_ACTIVITY_
Within the material below, how many lines include the word "turn"? Only the number should be given.
- - -
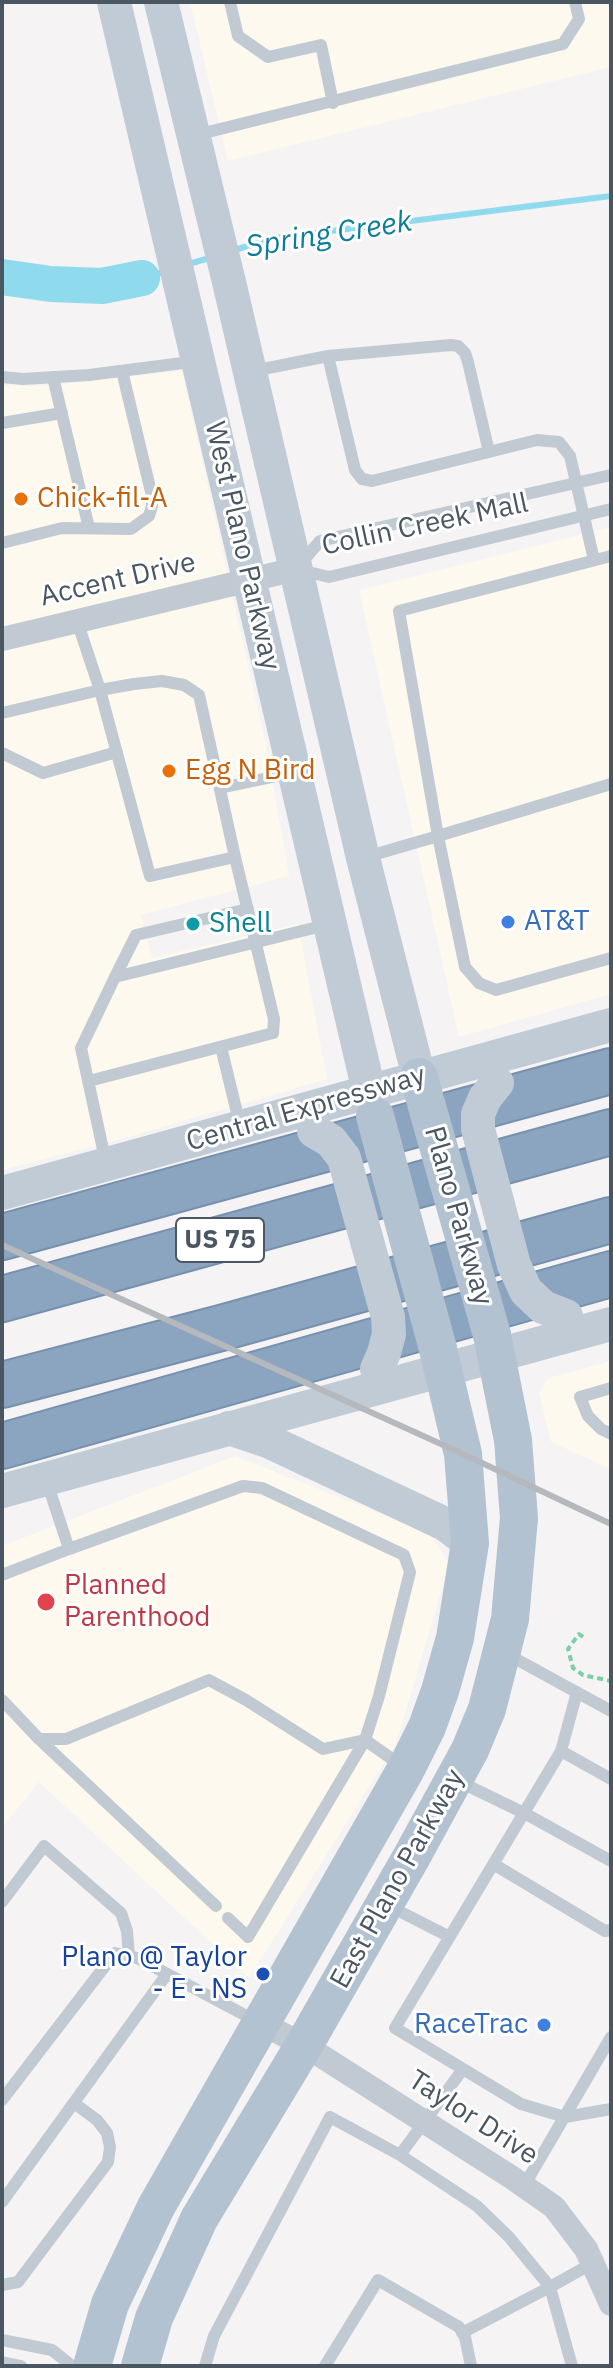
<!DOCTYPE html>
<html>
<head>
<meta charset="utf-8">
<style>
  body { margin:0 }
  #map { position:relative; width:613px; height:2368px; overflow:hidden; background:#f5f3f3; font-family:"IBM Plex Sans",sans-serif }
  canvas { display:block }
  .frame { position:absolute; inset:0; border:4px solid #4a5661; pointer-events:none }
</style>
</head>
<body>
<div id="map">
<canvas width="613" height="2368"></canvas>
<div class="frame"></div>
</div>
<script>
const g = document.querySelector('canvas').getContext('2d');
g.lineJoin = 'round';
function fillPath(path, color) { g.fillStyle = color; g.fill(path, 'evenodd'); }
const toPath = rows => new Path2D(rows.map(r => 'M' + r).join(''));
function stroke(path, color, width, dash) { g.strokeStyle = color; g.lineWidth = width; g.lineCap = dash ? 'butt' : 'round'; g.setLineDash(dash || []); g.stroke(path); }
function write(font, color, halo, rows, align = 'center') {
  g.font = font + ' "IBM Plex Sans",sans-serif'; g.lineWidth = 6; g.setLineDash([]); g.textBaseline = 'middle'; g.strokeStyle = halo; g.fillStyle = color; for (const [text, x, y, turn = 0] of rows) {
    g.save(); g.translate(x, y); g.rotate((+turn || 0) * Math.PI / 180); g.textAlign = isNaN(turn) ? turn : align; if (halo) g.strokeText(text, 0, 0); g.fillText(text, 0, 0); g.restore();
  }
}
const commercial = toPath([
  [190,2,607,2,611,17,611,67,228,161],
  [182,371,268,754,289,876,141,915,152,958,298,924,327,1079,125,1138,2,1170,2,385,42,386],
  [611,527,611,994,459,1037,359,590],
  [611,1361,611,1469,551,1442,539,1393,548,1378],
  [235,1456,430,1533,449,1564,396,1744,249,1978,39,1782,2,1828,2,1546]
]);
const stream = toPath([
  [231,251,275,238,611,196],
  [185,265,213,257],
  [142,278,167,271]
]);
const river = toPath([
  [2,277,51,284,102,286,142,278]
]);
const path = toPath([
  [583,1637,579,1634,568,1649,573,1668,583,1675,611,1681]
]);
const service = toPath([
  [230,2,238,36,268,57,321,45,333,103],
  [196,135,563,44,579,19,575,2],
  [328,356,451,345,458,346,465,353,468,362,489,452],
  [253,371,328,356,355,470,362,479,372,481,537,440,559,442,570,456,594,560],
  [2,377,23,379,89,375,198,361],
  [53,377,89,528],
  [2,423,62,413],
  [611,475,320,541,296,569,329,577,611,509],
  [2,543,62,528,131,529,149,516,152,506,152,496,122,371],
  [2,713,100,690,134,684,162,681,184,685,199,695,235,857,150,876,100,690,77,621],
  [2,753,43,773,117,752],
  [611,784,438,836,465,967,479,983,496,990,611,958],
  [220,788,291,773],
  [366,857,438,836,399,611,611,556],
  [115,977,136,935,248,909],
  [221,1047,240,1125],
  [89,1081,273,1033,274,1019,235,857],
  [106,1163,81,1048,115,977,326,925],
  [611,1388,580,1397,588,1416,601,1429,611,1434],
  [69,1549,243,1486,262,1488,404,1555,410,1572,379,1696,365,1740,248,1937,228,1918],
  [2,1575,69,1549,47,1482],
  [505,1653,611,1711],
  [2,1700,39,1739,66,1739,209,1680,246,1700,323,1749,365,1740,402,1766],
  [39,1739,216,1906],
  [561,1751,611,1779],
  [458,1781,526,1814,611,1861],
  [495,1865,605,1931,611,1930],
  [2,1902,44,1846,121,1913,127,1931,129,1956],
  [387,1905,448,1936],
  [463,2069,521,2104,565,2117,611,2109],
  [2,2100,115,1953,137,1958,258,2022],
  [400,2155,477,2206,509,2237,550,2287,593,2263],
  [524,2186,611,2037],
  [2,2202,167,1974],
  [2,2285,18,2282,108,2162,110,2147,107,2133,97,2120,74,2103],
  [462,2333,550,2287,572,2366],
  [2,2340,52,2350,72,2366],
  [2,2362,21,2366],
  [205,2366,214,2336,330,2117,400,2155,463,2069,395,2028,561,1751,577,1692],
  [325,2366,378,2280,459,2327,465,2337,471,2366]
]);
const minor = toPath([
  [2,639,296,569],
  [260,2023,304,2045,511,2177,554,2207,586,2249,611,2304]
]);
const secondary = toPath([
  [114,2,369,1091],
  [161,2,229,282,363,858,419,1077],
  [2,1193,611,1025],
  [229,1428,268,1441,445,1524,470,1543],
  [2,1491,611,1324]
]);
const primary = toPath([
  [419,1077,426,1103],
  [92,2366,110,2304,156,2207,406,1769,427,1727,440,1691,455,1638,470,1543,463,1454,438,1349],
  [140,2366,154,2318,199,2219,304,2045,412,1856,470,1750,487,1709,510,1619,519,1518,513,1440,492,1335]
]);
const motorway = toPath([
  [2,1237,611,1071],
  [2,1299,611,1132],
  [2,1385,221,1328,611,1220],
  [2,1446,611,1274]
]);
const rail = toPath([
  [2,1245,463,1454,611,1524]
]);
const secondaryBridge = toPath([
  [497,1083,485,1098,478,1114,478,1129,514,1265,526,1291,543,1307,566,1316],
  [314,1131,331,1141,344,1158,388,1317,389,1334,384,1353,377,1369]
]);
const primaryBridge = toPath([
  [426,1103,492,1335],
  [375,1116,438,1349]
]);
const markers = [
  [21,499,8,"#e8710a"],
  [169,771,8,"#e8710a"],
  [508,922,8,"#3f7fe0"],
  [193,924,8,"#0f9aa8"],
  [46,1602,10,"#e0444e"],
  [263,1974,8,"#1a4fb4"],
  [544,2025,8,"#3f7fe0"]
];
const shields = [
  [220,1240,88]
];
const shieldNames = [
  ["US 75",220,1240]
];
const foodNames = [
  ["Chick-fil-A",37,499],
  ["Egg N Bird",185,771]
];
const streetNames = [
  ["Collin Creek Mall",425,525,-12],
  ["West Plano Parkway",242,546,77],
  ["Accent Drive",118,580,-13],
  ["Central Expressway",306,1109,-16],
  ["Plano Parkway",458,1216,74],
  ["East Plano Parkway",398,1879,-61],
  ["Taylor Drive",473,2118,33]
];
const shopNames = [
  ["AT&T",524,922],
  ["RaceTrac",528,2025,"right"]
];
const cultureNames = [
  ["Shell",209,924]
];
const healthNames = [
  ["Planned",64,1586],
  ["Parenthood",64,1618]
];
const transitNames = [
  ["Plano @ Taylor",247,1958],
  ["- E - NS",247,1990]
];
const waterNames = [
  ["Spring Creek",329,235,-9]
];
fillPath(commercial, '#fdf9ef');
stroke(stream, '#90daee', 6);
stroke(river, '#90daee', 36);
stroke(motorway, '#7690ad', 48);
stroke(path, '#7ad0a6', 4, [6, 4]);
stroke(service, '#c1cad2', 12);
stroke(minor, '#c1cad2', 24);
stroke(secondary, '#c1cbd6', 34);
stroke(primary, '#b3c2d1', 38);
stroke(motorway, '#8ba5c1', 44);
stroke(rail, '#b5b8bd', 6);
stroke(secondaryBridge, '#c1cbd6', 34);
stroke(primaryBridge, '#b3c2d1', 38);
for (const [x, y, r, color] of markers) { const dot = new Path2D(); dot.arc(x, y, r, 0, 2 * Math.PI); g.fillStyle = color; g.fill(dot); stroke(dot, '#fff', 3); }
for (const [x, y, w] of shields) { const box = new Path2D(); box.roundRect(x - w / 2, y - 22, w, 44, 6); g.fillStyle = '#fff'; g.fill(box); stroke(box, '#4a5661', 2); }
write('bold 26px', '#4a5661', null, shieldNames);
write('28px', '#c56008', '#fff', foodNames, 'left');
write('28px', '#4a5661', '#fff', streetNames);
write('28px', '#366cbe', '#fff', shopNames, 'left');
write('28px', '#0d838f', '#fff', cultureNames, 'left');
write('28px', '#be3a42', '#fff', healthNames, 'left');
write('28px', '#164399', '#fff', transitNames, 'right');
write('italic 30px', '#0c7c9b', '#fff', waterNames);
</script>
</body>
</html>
- - -
_RESPONSE_
2